[Material to process — start]

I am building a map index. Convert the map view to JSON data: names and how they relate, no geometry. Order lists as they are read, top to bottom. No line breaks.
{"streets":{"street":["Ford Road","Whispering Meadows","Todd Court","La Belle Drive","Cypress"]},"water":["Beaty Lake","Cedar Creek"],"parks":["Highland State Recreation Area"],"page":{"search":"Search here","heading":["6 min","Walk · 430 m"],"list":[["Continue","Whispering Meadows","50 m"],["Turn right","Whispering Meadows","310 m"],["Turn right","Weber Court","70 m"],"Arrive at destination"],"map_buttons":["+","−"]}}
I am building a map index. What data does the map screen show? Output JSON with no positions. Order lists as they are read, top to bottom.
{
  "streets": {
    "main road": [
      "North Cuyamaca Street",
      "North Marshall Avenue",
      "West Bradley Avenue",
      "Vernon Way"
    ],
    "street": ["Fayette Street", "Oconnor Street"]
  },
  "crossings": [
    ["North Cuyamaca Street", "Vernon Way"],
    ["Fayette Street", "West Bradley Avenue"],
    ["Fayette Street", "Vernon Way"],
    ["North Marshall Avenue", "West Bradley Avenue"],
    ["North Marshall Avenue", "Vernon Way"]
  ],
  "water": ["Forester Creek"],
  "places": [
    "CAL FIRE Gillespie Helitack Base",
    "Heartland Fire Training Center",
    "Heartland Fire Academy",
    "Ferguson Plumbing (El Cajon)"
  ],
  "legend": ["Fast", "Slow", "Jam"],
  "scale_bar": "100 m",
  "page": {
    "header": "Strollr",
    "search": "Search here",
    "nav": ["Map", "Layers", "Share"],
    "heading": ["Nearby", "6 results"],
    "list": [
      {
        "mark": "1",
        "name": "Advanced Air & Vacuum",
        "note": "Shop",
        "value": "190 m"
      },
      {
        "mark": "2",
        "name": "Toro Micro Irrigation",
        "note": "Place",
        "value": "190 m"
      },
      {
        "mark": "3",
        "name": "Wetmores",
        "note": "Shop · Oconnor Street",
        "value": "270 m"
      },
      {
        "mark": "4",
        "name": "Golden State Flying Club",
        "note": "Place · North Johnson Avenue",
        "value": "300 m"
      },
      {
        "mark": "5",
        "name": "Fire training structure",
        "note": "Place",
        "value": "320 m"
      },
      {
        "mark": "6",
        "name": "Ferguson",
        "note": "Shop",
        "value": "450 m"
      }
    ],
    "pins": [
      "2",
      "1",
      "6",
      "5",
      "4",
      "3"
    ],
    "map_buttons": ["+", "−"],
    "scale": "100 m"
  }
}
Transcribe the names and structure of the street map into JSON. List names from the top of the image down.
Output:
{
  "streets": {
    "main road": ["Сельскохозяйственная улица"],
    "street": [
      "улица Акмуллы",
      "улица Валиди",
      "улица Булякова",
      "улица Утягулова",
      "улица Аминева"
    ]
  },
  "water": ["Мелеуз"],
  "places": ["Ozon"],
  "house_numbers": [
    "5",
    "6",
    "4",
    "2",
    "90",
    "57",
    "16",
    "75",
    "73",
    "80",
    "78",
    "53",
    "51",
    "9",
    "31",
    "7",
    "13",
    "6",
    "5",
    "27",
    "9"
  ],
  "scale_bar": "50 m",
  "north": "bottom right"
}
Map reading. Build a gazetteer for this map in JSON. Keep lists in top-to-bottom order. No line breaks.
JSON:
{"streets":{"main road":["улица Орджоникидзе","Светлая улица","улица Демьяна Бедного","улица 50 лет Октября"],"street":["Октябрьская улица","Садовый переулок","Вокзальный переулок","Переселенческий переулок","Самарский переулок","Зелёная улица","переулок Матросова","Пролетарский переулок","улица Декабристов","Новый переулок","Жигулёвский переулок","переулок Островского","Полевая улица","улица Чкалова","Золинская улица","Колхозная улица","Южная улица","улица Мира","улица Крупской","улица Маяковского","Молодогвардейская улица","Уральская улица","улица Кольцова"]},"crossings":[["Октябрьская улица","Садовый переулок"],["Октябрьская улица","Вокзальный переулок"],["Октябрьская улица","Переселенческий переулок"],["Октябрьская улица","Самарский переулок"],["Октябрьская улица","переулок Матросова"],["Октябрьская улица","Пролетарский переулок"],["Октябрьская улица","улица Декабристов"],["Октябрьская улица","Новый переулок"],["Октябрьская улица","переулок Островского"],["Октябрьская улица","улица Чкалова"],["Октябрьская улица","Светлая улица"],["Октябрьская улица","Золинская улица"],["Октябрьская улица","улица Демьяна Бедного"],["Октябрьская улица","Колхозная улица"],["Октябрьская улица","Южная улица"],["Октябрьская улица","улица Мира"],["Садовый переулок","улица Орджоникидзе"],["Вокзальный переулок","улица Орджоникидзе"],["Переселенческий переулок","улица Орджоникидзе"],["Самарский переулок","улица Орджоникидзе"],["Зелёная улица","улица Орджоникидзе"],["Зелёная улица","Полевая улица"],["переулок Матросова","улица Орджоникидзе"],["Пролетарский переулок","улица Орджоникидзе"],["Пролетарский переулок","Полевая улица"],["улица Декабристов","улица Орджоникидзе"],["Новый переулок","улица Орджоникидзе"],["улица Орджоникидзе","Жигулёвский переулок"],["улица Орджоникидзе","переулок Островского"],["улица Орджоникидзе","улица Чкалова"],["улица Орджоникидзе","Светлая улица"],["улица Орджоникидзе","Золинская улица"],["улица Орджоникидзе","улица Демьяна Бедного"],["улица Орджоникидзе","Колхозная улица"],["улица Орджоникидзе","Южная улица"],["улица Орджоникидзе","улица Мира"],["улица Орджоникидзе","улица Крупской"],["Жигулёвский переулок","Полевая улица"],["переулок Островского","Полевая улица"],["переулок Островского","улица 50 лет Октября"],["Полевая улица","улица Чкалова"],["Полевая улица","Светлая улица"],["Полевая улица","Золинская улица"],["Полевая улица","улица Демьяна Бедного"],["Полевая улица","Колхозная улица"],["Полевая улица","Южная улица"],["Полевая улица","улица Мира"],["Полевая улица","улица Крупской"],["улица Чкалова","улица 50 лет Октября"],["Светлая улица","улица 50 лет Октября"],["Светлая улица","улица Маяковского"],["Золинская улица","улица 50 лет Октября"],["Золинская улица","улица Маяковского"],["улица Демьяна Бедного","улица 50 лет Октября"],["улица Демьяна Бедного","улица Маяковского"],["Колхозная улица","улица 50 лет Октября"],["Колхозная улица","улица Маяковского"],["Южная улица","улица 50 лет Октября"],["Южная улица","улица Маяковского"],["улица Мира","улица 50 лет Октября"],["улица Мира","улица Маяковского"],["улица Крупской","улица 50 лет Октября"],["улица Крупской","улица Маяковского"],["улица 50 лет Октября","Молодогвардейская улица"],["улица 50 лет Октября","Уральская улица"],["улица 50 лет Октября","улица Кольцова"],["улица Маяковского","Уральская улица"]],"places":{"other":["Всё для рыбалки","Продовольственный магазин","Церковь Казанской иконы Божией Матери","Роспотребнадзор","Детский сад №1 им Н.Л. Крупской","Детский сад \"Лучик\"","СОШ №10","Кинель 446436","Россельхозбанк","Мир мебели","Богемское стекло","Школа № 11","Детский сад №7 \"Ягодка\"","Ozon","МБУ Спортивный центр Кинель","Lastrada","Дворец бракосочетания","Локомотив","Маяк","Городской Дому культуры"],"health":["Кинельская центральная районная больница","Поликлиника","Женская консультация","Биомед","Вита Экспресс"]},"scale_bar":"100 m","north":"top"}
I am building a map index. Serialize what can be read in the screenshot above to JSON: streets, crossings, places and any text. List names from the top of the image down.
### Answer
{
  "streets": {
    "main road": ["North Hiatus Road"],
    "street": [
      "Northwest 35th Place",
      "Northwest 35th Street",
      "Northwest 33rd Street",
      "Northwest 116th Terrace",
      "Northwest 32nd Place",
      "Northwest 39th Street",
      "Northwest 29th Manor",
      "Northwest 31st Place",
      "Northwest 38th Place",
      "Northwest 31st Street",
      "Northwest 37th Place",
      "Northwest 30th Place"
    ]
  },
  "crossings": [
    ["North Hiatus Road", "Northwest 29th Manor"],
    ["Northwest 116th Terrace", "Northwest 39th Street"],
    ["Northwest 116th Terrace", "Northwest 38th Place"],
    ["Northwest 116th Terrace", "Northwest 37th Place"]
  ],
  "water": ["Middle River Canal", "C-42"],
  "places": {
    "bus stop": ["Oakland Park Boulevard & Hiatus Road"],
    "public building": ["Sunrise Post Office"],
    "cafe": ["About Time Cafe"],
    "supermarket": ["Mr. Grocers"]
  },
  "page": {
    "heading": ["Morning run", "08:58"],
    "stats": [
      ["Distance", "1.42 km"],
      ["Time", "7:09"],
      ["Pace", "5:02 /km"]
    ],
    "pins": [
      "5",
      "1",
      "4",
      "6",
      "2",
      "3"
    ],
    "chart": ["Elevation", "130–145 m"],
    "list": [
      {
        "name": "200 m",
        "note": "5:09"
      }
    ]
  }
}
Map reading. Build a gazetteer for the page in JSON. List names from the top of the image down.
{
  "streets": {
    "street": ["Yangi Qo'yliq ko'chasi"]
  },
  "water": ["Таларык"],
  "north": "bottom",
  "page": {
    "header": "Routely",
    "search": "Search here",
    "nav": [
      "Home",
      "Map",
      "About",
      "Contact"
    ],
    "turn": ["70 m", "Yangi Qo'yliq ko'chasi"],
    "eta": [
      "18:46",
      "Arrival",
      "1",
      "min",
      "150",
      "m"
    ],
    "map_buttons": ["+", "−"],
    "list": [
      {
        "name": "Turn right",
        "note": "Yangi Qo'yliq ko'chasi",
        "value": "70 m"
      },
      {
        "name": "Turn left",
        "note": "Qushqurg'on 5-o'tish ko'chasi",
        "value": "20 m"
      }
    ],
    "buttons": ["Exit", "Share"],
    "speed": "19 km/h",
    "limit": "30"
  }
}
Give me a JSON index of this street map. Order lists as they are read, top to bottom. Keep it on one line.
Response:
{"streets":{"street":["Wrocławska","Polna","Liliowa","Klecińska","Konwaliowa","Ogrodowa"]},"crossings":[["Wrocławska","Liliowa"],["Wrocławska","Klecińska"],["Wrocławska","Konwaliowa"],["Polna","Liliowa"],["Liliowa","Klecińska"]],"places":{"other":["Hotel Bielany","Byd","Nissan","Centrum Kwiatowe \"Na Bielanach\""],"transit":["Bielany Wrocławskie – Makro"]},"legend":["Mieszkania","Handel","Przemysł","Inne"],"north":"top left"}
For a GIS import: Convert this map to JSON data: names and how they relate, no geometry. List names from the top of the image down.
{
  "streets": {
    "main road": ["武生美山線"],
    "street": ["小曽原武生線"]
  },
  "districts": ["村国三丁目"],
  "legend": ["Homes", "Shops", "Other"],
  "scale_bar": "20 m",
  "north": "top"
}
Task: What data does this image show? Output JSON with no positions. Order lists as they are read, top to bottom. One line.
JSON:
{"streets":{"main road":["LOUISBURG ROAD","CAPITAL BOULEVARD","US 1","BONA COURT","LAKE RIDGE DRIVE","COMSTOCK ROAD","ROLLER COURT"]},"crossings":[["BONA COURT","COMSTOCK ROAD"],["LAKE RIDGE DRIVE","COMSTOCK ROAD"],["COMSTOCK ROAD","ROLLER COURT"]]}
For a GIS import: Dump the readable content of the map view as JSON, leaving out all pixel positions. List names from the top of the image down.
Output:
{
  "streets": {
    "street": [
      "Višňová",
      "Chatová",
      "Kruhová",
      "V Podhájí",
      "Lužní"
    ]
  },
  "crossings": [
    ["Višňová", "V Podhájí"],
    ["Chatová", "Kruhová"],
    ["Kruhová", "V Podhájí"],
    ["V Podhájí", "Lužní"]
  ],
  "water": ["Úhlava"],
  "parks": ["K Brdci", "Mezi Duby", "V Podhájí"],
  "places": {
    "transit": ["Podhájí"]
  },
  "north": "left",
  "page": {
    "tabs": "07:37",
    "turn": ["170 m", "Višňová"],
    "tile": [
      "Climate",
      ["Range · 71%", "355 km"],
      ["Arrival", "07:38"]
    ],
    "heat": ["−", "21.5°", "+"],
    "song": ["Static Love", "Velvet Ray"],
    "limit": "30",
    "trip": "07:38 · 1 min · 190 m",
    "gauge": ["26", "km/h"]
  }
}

[Material to process — finish]

_Assignment_.
State the count of lines above containing the string "gazetteer", and add nothing to it.

_Exercise result_.
2